23 / fevereiro / 2023

por Luciano Teles

Nasci em 1970. Em 29 de dezembro. Sem chance de ver Pelé jogar em seu auge, nem sua última Copa do Mundo. Desta, talvez tenha ouvido uma narração ou outra, se minha mãe acompanhou algum jogo, comigo ainda em seu ventre. Também não acompanhei tanto a carreira do Rei nos anos 70. Era um misto de imagens dele com a camisa do Santos, do Cosmos… nada muito claro.

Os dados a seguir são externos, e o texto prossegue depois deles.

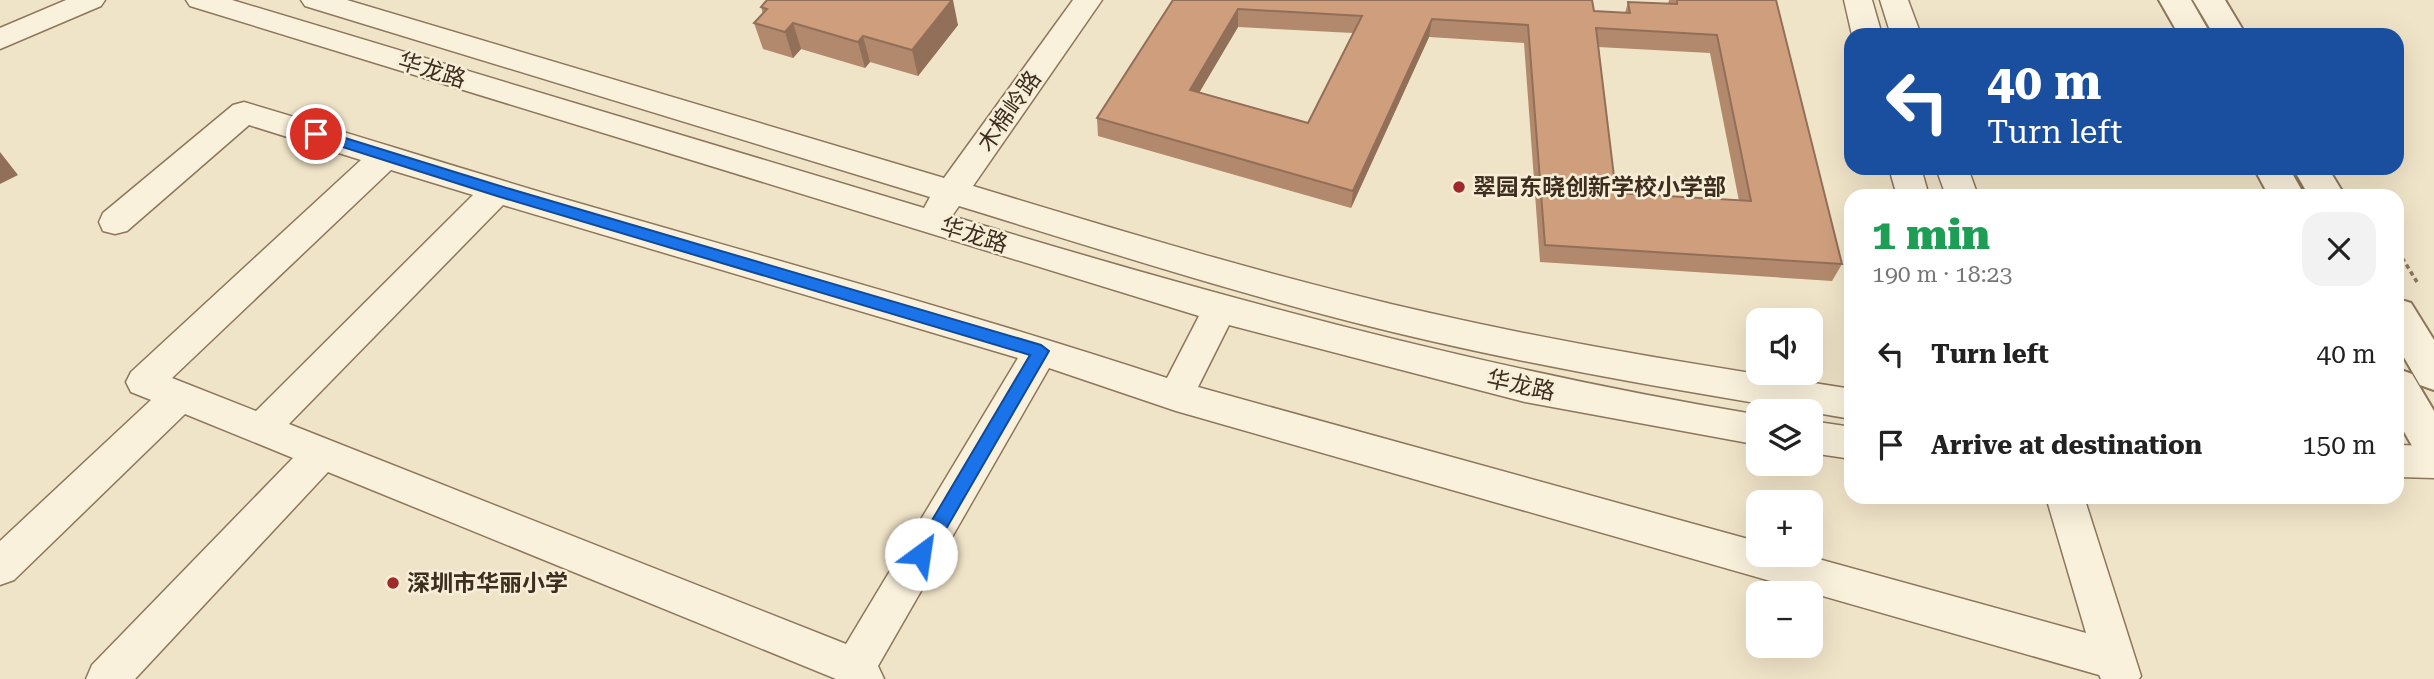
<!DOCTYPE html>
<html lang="en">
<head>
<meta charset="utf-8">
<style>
	body { margin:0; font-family:"Roboto Serif","Noto Sans SC",serif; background:#f2f2f2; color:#222; height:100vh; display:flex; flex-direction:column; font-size:26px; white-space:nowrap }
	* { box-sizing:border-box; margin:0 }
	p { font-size:23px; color:#767676 }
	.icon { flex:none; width:38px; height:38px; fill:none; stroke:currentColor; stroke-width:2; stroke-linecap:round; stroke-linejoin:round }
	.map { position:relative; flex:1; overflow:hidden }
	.sheet { position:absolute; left:1844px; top:189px; width:560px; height:315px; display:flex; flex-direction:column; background:#fff; border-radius:21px; box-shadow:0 7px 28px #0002 }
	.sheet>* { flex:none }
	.top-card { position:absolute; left:1844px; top:28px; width:560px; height:147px; border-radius:21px; box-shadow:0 7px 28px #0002; background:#1a4fa0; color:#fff; overflow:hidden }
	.tools { position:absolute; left:1746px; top:308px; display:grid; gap:14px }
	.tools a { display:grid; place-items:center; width:77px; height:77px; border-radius:14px; background:#fff; box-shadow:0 7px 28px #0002; font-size:35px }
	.pin { position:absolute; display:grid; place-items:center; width:60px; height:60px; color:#fff; margin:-30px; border:4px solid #fff; border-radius:50%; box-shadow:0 2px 7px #0007 }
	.me { position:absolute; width:77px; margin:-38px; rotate:31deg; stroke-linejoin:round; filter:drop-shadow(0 0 5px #0008) }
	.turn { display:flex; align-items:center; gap:24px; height:147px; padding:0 28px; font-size:32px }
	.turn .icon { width:91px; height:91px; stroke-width:2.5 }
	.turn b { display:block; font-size:49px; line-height:60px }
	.round { display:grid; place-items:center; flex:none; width:74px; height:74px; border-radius:21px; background:#f2f2f2 }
	.overview { display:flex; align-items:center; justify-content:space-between; height:119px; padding:0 28px }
	h1 { font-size:42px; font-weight:800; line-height:52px; color:#1e9e55 }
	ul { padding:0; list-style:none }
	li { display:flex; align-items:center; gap:21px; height:91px; padding:0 28px }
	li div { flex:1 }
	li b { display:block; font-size:26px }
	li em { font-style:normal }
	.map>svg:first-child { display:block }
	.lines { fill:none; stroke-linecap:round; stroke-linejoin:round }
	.minor-casing { stroke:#8d765c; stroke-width:3 }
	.tertiary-casing { stroke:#8d765c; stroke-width:4 }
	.path { stroke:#8d765c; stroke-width:3.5; stroke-dasharray:4.5 3.5; stroke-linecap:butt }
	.minor { fill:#faf1dc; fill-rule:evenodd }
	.tertiary { fill:#faf1dc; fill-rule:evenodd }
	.wall { fill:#b2896c; fill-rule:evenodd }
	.shaded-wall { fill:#916f58 }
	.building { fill:#cf9f7d; stroke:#916f58; stroke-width:2; fill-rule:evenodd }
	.route { fill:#1a73e8; stroke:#114b97; stroke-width:2 }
	.poi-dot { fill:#9e2a2b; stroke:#f7eed8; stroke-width:2.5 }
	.labels { text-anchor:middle; stroke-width:5; stroke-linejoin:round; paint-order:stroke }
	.street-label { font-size:23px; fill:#3d2e20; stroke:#f7eed8 }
	.poi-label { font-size:23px; font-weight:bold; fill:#3d2e20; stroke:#f7eed8; text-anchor:start }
</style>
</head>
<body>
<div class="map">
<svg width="2434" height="679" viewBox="0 0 2434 679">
	<rect width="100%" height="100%" fill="#f0e4c8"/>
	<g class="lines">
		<g class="minor-casing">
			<path id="minor" d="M66 0H105L101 6 0 49V28Z
				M186 0H232L924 208 930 197 305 6 301 0H347L944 178 1073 0H1102L973 186C1124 232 1276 278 1430 313 1570 345 1711 367 1852 389V419C1712 396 1570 373 1431 341 1272 305 1115 254 959 206L952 216C1219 297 1483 369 1759 415V445L1525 402 1229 325 1198 387 1759 542V555H1804L2086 633 2046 497H2084L2141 676 2139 679H2101L2099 675 1176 411 1049 368 878 666 884 679H836L328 472 135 679H86L92 665 293 458 185 414 14 580 0 585V541L151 400 131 392 126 382 131 372 361 160 249 125 127 231 115 234 103 231 99 222 103 213 233 105 244 102C353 134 458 168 568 200 768 258 969 313 1167 378L1199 316 190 6ZM391 170 473 195 256 411 172 378ZM503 205 1018 358 846 644 289 424Z
				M1844 0H1872L1882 35H1852Z
				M1880 0H1908L1921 35H1891Z
				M1889 168H1921L1929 196H1897Z
				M1936 168H1968L1978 196H1946Z
				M1811 421 1852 427V459L1811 453Z
				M2398 445 2434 446V478L2398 477Z"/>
		</g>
		<g class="tertiary-casing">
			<path id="tertiary" d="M2159 0H2191L2211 35H2179Z
				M2193 0H2225L2246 35H2214Z
				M2254 168H2289L2305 196H2269Z
				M2293 168H2328L2345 196H2309Z
				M2398 299 2411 303 2434 340V390L2420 385 2398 347Z
				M2398 369 2412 374 2434 411V465L2420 460 2398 421Z"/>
		</g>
		<path class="path" d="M2398 251 2417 282"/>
		<use href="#minor" class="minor"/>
		<use href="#tertiary" class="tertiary"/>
	</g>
	<path class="wall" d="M1173 0 1625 13 1628 2 1668 4 1669 0H1776L1842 264 1832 281 1540 262 1524 43 1429 37 1351 208 1098 136 1097 118ZM1238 27 1353 33 1308 123 1199 93ZM1598 47 1710 53 1739 201 1616 193Z
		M761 7 958 25 918 76 870 62 865 68 801 49 793 58 763 49 754 23 763 14Z"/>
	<path class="shaded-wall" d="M952 0H953L958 25 918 76 912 50Z
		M1238 9V27L1190 108V90Z
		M1432 19 1429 37 1351 208 1353 191Z
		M793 23 801 49 793 58 785 32Z
		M863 36 870 62 865 68 858 42Z
		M0 152 18 175 0 184Z"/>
	<path class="building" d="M767 0H952L912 50 863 36 858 42 793 23 785 32 754 23 767 9 761 7Z
		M1173 0H1592L1594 11 1630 13 1628 2 1677 4V0H1776L1842 264 1545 245 1528 25 1432 19 1353 191 1097 118ZM1238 9 1362 16 1308 123 1190 90ZM1596 28 1717 35 1751 201 1616 193Z"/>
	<path class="route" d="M316 129 500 186 1041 345 1049 351 928 560 921 562 915 560 912 554 915 549 1030 355 497 196 311 137 309 134Z"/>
	<g class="poi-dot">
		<circle cx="1459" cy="187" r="7"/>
		<circle cx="393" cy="583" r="7"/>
	</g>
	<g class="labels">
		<g class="street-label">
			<text transform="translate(432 70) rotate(17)" y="8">华龙路</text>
			<text transform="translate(1009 111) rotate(-55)" y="8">木棉岭路</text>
			<text transform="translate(974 235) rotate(17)" y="8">华龙路</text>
			<text transform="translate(1521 385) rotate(12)" y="8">华龙路</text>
		</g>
		<g class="poi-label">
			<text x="1473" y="195">翠园东晓创新学校小学部</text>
			<text x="407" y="591">深圳市华丽小学</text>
		</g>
	</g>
</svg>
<div class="tools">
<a><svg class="icon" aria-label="sound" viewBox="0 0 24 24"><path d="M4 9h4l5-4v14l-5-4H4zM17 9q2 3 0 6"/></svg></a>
<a><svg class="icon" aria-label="layers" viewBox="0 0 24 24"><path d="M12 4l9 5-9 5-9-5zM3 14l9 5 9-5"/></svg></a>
<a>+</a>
<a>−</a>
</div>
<div class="pin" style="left:316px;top:134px;background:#d93025"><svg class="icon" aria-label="arrive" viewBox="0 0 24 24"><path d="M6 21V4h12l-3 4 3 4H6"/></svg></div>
<svg class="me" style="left:921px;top:554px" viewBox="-20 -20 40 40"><circle r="19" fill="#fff"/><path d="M0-13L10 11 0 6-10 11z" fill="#1a73e8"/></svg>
<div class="top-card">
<div class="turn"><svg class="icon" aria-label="left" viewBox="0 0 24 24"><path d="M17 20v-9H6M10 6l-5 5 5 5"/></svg><div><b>40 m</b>Turn left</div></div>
</div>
<section class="sheet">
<div class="overview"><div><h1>1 min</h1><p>190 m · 18:23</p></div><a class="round"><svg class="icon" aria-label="close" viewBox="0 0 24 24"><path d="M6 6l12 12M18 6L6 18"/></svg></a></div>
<ul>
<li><svg class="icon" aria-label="left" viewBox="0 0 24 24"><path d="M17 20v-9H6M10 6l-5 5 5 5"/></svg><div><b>Turn left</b></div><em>40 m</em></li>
<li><svg class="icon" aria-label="arrive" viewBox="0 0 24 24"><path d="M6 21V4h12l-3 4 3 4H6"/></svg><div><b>Arrive at destination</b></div><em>150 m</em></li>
</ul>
</section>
</div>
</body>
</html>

Filho e irmão de vascaínos, tinha apenas 3 anos, no Brasileiro de 1974. Não acompanhei, portanto. Comecei a ter noção do que era torcer quando me vi verdadeiramente vascaíno, no título do Carioca de 1977, com 6 anos. Do mesmo ano, me lembro da decisão do Brasileiro, com o São Paulo campeão. Ambas as decisões foram nos pênaltis, o que pode ter influenciado nessa forte lembrança das imagens. Eu já gostava de ver futebol na TV.

Mas eu não via Pelé. O Rei estava nos distantes Estados Unidos. Sem TV transmitindo suas partidas, sua carreira acabou sem que eu tivesse acompanhado uma pequena parte que fosse. Entretanto, Pelé permeou minha infância e adolescência. Como? Simples: por publicidade, filmes (fiquei acordado até tarde da noite, para assistir “Fuga para a vitória”, na TV) e participações em programas televisivos. Por essa intensa atividade, a imagem de Pelé estava sempre presente no nosso dia a dia.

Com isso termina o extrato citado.